_Exercise:_ When you respond, restate each record exactly as it is given.

_Data section:_
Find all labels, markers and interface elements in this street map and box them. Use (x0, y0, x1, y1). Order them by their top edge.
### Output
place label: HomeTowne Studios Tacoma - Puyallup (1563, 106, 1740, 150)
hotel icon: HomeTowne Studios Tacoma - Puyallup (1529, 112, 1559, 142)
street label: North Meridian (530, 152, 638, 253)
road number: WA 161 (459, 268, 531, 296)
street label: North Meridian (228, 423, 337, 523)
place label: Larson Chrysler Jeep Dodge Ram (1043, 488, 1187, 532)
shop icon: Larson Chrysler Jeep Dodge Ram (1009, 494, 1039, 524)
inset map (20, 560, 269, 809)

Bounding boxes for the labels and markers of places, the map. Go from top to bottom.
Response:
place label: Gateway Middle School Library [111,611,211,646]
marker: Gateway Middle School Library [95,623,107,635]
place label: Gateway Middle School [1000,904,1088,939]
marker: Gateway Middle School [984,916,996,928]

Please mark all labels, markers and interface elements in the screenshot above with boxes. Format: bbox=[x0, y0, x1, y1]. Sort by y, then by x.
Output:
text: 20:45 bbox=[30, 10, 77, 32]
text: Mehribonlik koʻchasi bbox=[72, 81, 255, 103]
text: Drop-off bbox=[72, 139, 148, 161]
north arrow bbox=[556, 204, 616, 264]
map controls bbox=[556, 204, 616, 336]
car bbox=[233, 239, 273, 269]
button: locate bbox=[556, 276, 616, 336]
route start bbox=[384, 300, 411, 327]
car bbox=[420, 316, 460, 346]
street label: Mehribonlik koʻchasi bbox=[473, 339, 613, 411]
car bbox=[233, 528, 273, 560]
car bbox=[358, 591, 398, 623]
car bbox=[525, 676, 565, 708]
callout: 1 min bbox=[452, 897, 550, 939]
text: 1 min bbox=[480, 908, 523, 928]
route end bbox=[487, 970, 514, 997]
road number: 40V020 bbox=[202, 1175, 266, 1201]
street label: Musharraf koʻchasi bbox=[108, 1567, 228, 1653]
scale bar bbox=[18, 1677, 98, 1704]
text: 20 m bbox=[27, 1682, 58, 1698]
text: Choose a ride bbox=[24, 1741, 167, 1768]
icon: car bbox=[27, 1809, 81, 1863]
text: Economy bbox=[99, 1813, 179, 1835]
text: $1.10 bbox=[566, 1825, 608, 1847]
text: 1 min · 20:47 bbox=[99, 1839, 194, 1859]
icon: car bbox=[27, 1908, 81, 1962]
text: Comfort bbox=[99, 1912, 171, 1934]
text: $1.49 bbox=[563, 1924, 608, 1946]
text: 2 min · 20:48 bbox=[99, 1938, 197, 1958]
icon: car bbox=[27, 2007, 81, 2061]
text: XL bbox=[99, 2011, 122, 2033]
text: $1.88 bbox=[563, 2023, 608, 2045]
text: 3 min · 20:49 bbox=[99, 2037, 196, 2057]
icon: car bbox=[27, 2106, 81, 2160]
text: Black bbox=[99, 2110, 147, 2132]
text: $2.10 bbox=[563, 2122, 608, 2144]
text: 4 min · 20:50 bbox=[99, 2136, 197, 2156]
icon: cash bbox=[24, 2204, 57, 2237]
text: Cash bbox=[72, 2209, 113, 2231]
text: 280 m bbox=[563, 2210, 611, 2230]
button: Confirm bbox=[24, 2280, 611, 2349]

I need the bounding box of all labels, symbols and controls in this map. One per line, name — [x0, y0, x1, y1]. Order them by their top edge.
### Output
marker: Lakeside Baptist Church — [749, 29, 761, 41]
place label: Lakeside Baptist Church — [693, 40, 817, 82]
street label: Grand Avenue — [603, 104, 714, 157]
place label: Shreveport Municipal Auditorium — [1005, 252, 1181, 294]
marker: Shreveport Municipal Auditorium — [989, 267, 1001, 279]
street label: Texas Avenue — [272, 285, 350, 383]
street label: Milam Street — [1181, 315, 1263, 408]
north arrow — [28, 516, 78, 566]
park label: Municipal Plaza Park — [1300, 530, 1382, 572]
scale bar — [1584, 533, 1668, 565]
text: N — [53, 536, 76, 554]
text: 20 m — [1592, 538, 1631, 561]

_Answer box:_
Find all labels, markers and interface elements in this street map and box them. Use (x0, y0, x1, y1). Order them by their top edge.
### Output
place label: HomeTowne Studios Tacoma - Puyallup (1563, 106, 1740, 150)
hotel icon: HomeTowne Studios Tacoma - Puyallup (1529, 112, 1559, 142)
street label: North Meridian (530, 152, 638, 253)
road number: WA 161 (459, 268, 531, 296)
street label: North Meridian (228, 423, 337, 523)
place label: Larson Chrysler Jeep Dodge Ram (1043, 488, 1187, 532)
shop icon: Larson Chrysler Jeep Dodge Ram (1009, 494, 1039, 524)
inset map (20, 560, 269, 809)

Bounding boxes for the labels and markers of places, the map. Go from top to bottom.
Response:
place label: Gateway Middle School Library [111,611,211,646]
marker: Gateway Middle School Library [95,623,107,635]
place label: Gateway Middle School [1000,904,1088,939]
marker: Gateway Middle School [984,916,996,928]

Please mark all labels, markers and interface elements in the screenshot above with boxes. Format: bbox=[x0, y0, x1, y1]. Sort by y, then by x.
Output:
text: 20:45 bbox=[30, 10, 77, 32]
text: Mehribonlik koʻchasi bbox=[72, 81, 255, 103]
text: Drop-off bbox=[72, 139, 148, 161]
north arrow bbox=[556, 204, 616, 264]
map controls bbox=[556, 204, 616, 336]
car bbox=[233, 239, 273, 269]
button: locate bbox=[556, 276, 616, 336]
route start bbox=[384, 300, 411, 327]
car bbox=[420, 316, 460, 346]
street label: Mehribonlik koʻchasi bbox=[473, 339, 613, 411]
car bbox=[233, 528, 273, 560]
car bbox=[358, 591, 398, 623]
car bbox=[525, 676, 565, 708]
callout: 1 min bbox=[452, 897, 550, 939]
text: 1 min bbox=[480, 908, 523, 928]
route end bbox=[487, 970, 514, 997]
road number: 40V020 bbox=[202, 1175, 266, 1201]
street label: Musharraf koʻchasi bbox=[108, 1567, 228, 1653]
scale bar bbox=[18, 1677, 98, 1704]
text: 20 m bbox=[27, 1682, 58, 1698]
text: Choose a ride bbox=[24, 1741, 167, 1768]
icon: car bbox=[27, 1809, 81, 1863]
text: Economy bbox=[99, 1813, 179, 1835]
text: $1.10 bbox=[566, 1825, 608, 1847]
text: 1 min · 20:47 bbox=[99, 1839, 194, 1859]
icon: car bbox=[27, 1908, 81, 1962]
text: Comfort bbox=[99, 1912, 171, 1934]
text: $1.49 bbox=[563, 1924, 608, 1946]
text: 2 min · 20:48 bbox=[99, 1938, 197, 1958]
icon: car bbox=[27, 2007, 81, 2061]
text: XL bbox=[99, 2011, 122, 2033]
text: $1.88 bbox=[563, 2023, 608, 2045]
text: 3 min · 20:49 bbox=[99, 2037, 196, 2057]
icon: car bbox=[27, 2106, 81, 2160]
text: Black bbox=[99, 2110, 147, 2132]
text: $2.10 bbox=[563, 2122, 608, 2144]
text: 4 min · 20:50 bbox=[99, 2136, 197, 2156]
icon: cash bbox=[24, 2204, 57, 2237]
text: Cash bbox=[72, 2209, 113, 2231]
text: 280 m bbox=[563, 2210, 611, 2230]
button: Confirm bbox=[24, 2280, 611, 2349]

I need the bounding box of all labels, symbols and controls in this map. One per line, name — [x0, y0, x1, y1]. Order them by their top edge.
### Output
marker: Lakeside Baptist Church — [749, 29, 761, 41]
place label: Lakeside Baptist Church — [693, 40, 817, 82]
street label: Grand Avenue — [603, 104, 714, 157]
place label: Shreveport Municipal Auditorium — [1005, 252, 1181, 294]
marker: Shreveport Municipal Auditorium — [989, 267, 1001, 279]
street label: Texas Avenue — [272, 285, 350, 383]
street label: Milam Street — [1181, 315, 1263, 408]
north arrow — [28, 516, 78, 566]
park label: Municipal Plaza Park — [1300, 530, 1382, 572]
scale bar — [1584, 533, 1668, 565]
text: N — [53, 536, 76, 554]
text: 20 m — [1592, 538, 1631, 561]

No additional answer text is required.